The U.S. government and other countries need to complete endocrine disrupter tests to answer those questions, she said.
Colburn said plastics obviously have a great many benefits, and it may be necessary to make only minor changes in materials use to address specific problems.
"We may have to just do things with the populations we are concerned about," Colburn said: young children and fetuses.
Increasingly that's where environmental questions are focusing, whether it is BPA in baby bottles or phthalates in chew toys.
PVC under the gun
Vinyl clearly has borne the brunt, but so far most of the attacks on PVC have focused on relatively small markets, such as teething toys and medical blood bags. Some 63 percent of PVC made in the United States goes into building and construction, a market that has been free of large-scale environmental attacks, said Arlington-based Vinyl Institute spokesman Allen Blakey.
Despite the persistent attacks on PVC, the resin has seen strong growth: In 1995, 12 billion pounds of PVC were sold in the United States. Unofficial 1999 figures are 15.1 billion pounds, a 25 percent increase, APC said.
"I think we are going to look back and only see some very particular and small impacts that the green activists have brought," said D'Lane Wisner, environmental solutions director at Geon Co. of Avon Lake, Ohio.
Wisner did say, however, that there will be markets in the developed world where vinyl will lose share. Vinyl is losing some ground in automotive applications, but that's because newer, better-performing materials are coming along, he said. PVC will grow, especially in the Third World, because of its cost and performance benefits, Wisner said.
The medical market, though, will move away from PVC because of perceptions of health risk, according to Len Czuba, medical market director at Herbst Lazar Bell Inc., a design and development house in Chicago.
"In spite of the fact that we've shown that PVC is safe, I think that companies will capitulate and offer replacement materials to PVC," he said. "That's sort of a 10- to 15-year view."
Recycling outlook
Recycling and resource conservation issues also are on the rise, with the PET industry seeing the most pressure on topics ranging from declining rates to Coke's use of recycled content.
But Luke Schmidt, president of the National Association for PET Container Resources in Charlotte, N.C., said he does not think it will dampen PET's growth, including in beer.
"Long-term, our view would be that as long as industry keeps maintaining support for recycling ... the risk is relatively low," he said. Local governments have decreased their support and education efforts for recycling, he said.

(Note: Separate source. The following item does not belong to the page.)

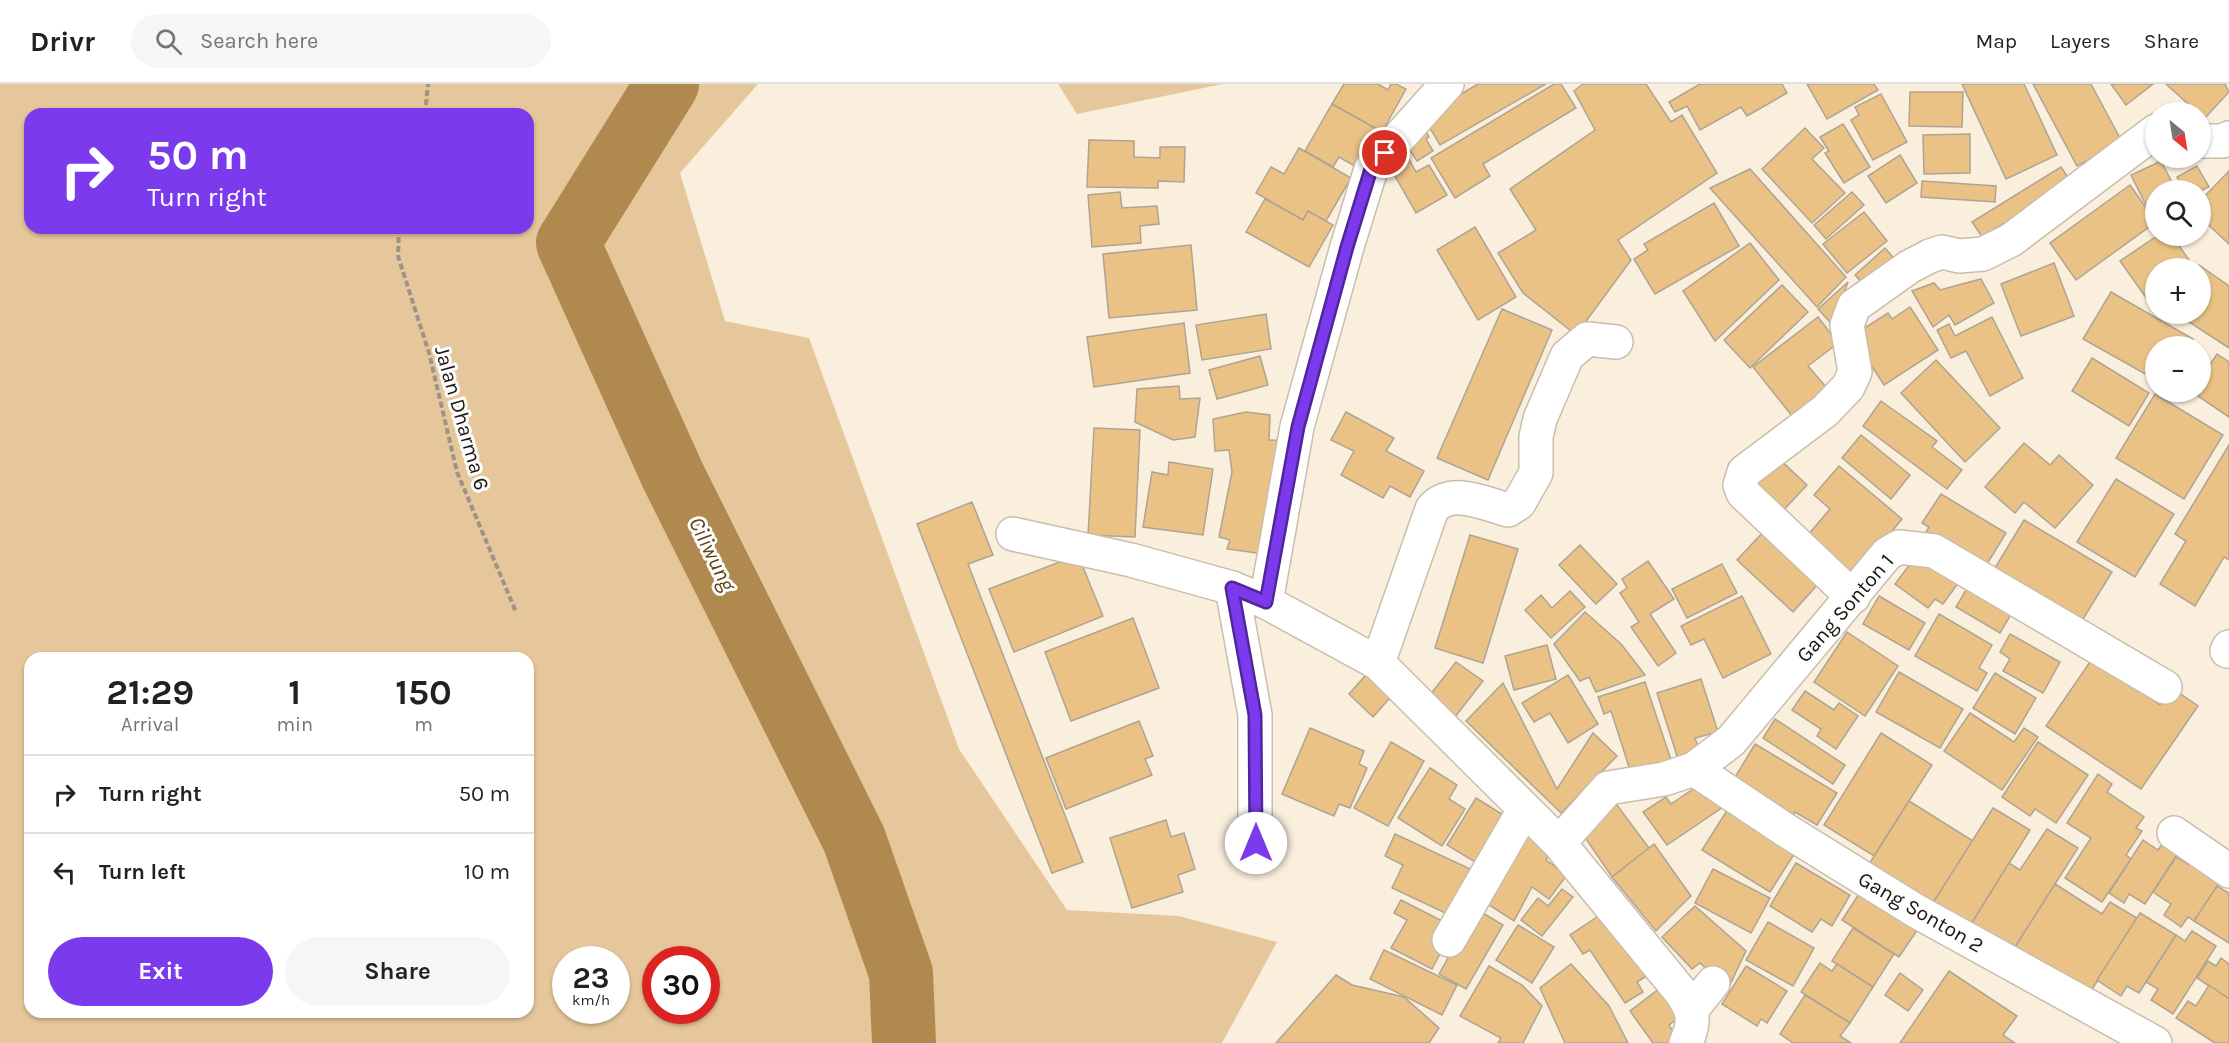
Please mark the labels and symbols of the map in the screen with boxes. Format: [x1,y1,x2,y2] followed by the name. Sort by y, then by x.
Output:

PET has seen "almost straight line growth" from 800 million pounds of bottle-grade resin sold when NAPCOR formed in 1987 to 3 billion pounds in 1998, he said.
Miller Brewing Co., which is testing beer in PET in a dozen markets, considers recyclability a major concern, but "we don't see it as a roadblock," said Scott Bussen, spokesman for the Milwaukee-based brewer.
Miller has made several changes to its bottle design to enhance recyclability, and has promised to use post-consumer content if it does a commercial roll out, Bussen said. But he said consumer commitment to recycling is lagging.
Some local governments, by contrast, are starting to view waste as an unfunded mandate and supporting efforts like the GrassRoots Recycling Network's call for Coke to use recycled PET, said Bill Sheehan, executive director of GRRN. But the concept of producer responsibility GRRN advocates remains relatively little known, he said.
"It's a tidal wave in other countries, but it's in the wilderness here," Sheehan said. "It's probably not going to be seen as a stampede until waste is seen as a crisis or waste is linked closely enough to other issues seen as a crisis, like global warming."